-------- Stored data

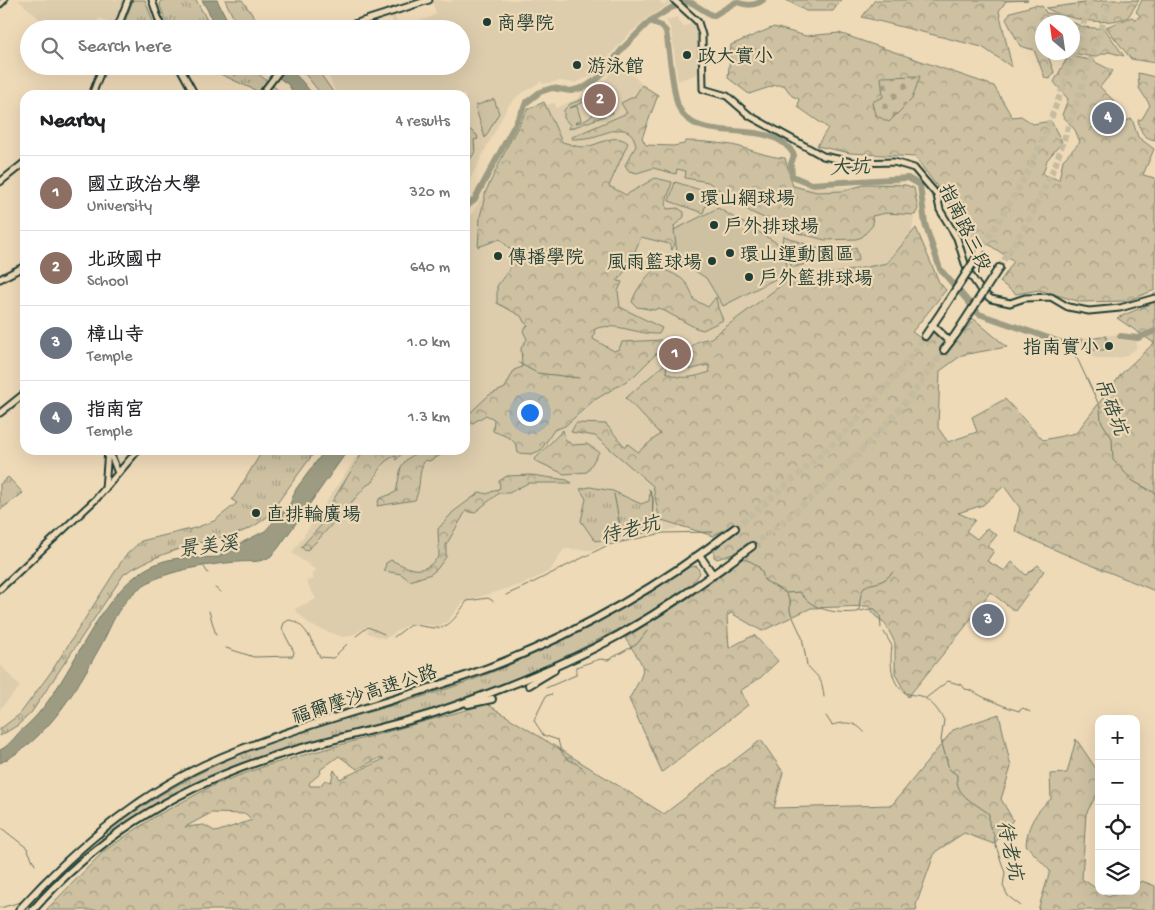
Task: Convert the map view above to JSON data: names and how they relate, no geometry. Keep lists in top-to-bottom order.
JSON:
{
  "streets": {
    "highway": ["福爾摩沙高速公路"],
    "street": ["指南路三段"]
  },
  "water": [
    "大坑",
    "吊硞坑",
    "待老坑",
    "景美溪"
  ],
  "places": [
    "商學院",
    "政大實小",
    "游泳館",
    "環山網球場",
    "戶外排球場",
    "環山運動園區",
    "傳播學院",
    "風雨籃球場",
    "戶外籃排球場",
    "指南實小",
    "直排輪廣場"
  ],
  "north": "top left",
  "page": {
    "search": "Search here",
    "pins": [
      "2",
      "4",
      "1",
      "3"
    ],
    "heading": ["Nearby", "4 results"],
    "list": [
      {
        "mark": "1",
        "name": "國立政治大學",
        "note": "University",
        "value": "320 m"
      },
      {
        "mark": "2",
        "name": "北政國中",
        "note": "School",
        "value": "640 m"
      },
      {
        "mark": "3",
        "name": "樟山寺",
        "note": "Temple",
        "value": "1.0 km"
      },
      {
        "mark": "4",
        "name": "指南宮",
        "note": "Temple",
        "value": "1.3 km"
      }
    ],
    "map_buttons": ["+", "−"]
  }
}
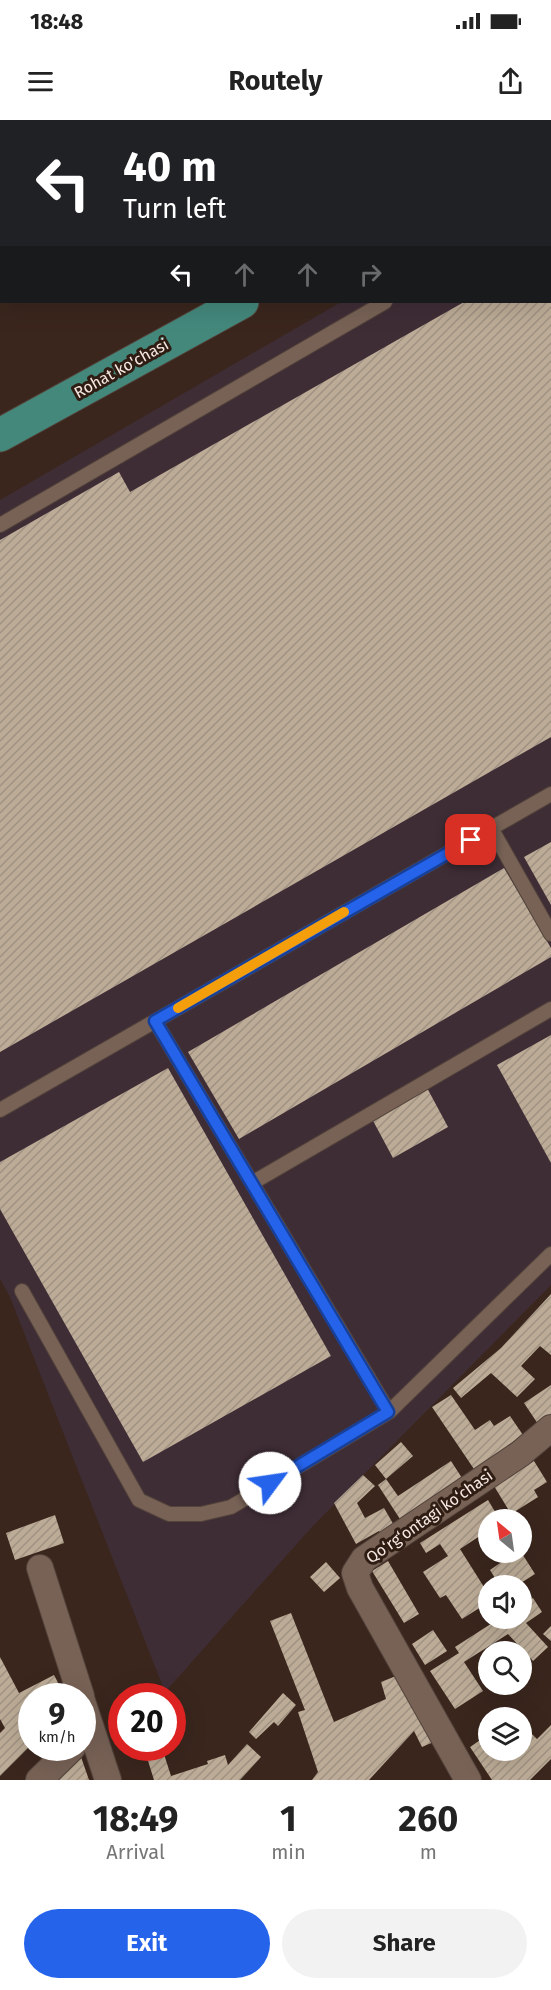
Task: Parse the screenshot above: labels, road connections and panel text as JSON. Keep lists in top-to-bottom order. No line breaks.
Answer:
{"streets":{"main road":["Rohat ko'chasi"],"street":["Qo‘rg‘ontagi ko‘chasi"]},"north":"top left","page":{"status":"18:48","header":"Routely","turn":["40 m","Turn left"],"speed":"9 km/h","limit":"20","eta":["18:49","Arrival","1","min","260","m"],"buttons":["Exit","Share"]}}
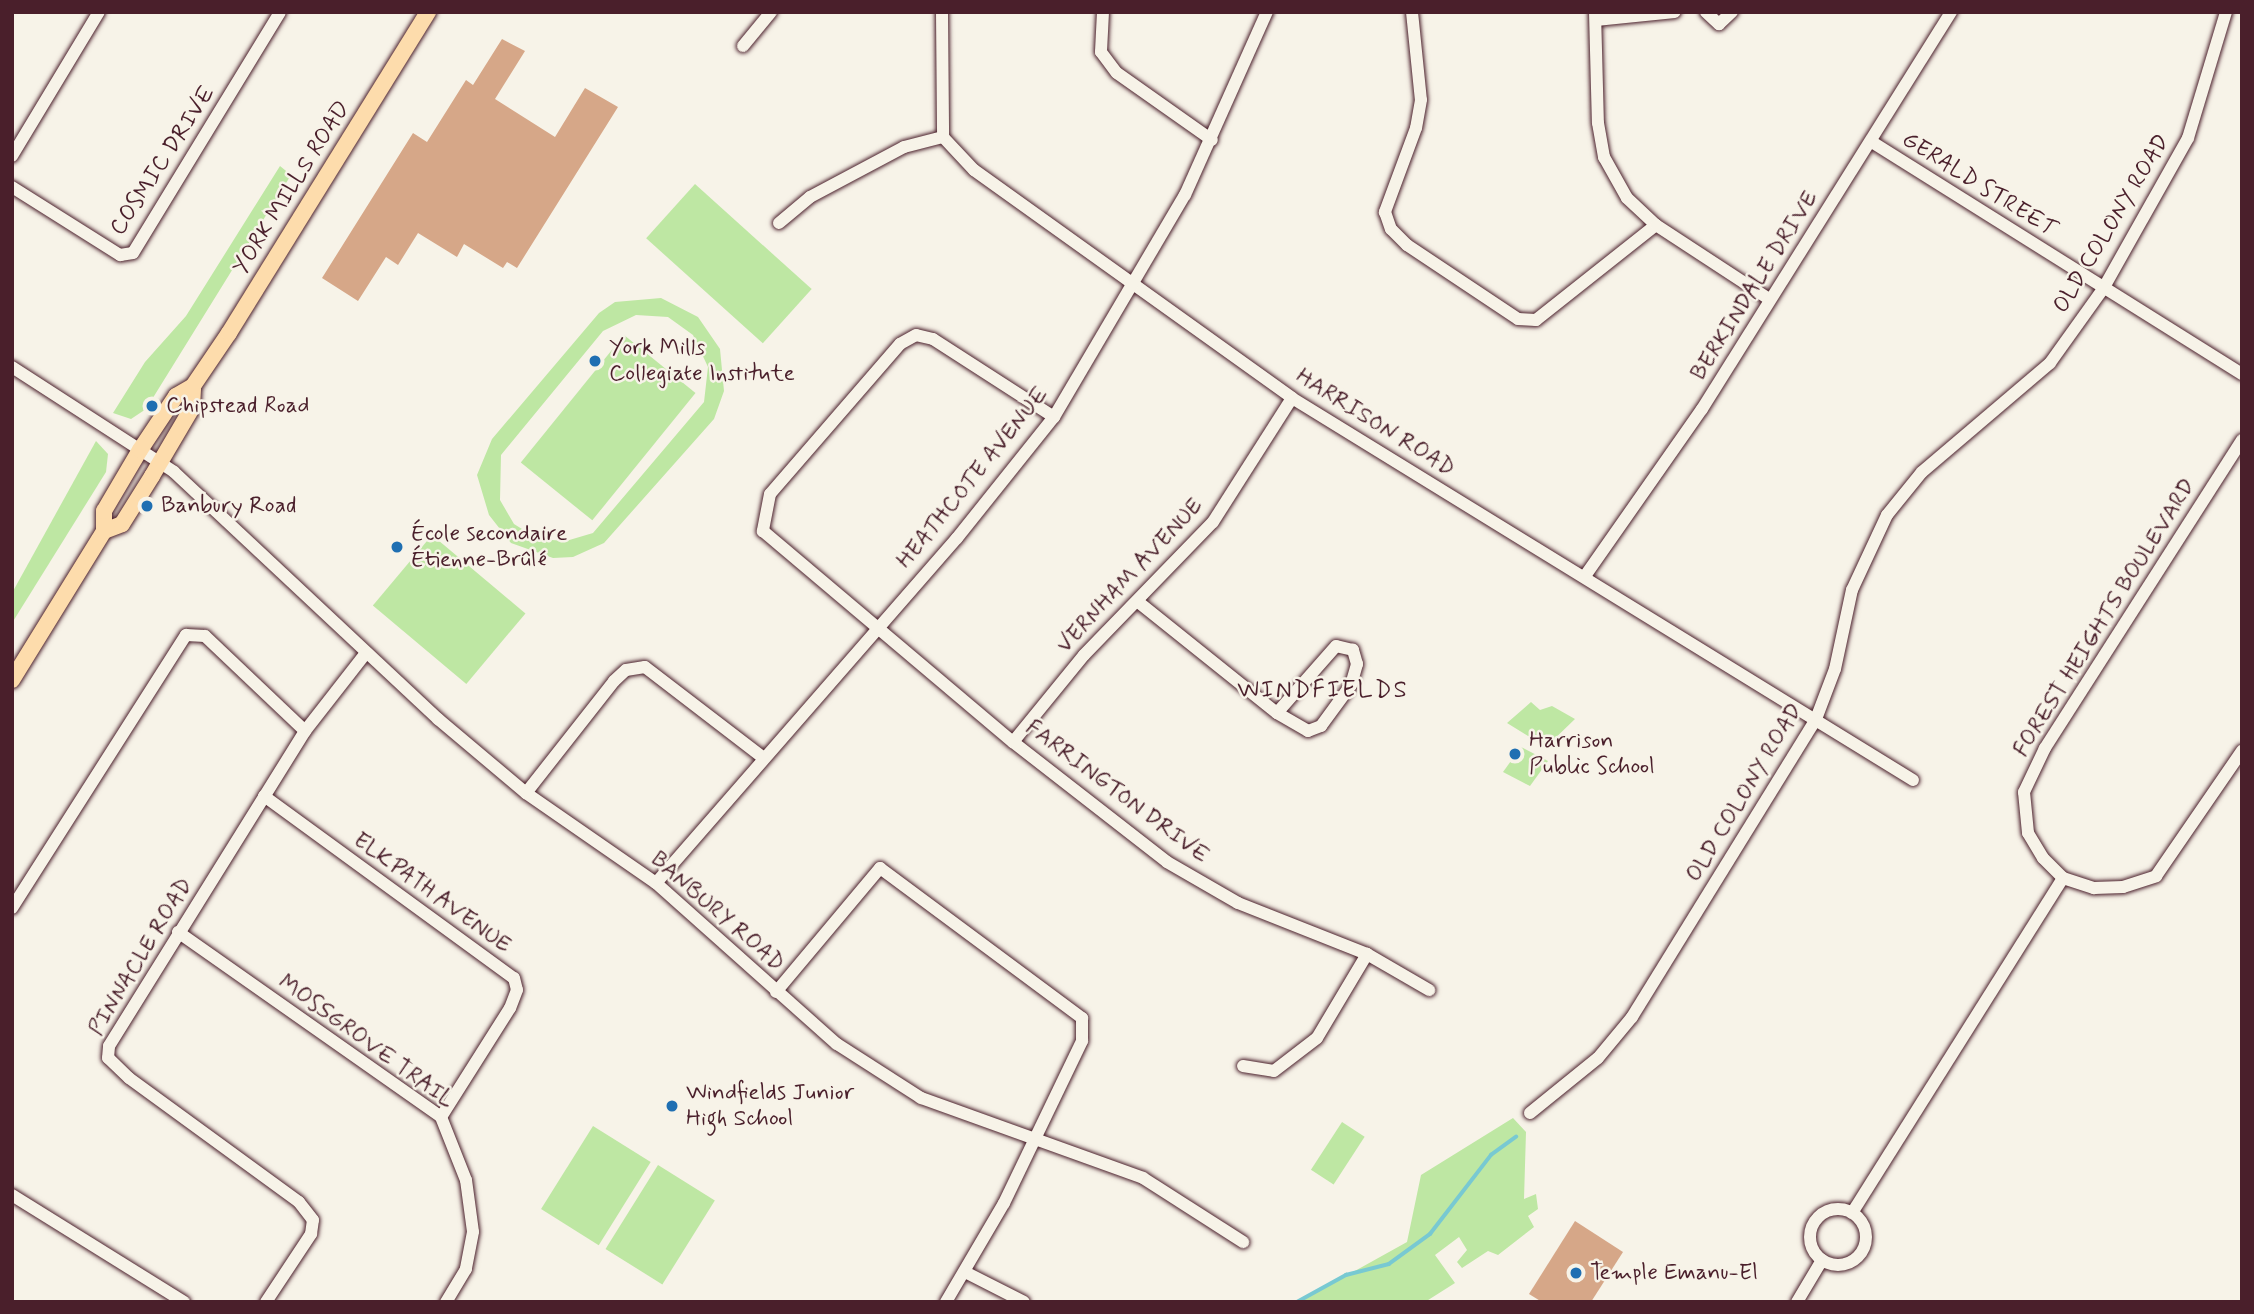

----------------

Determine how many lines of the data include the word "above". Reply with the count and no other text.

2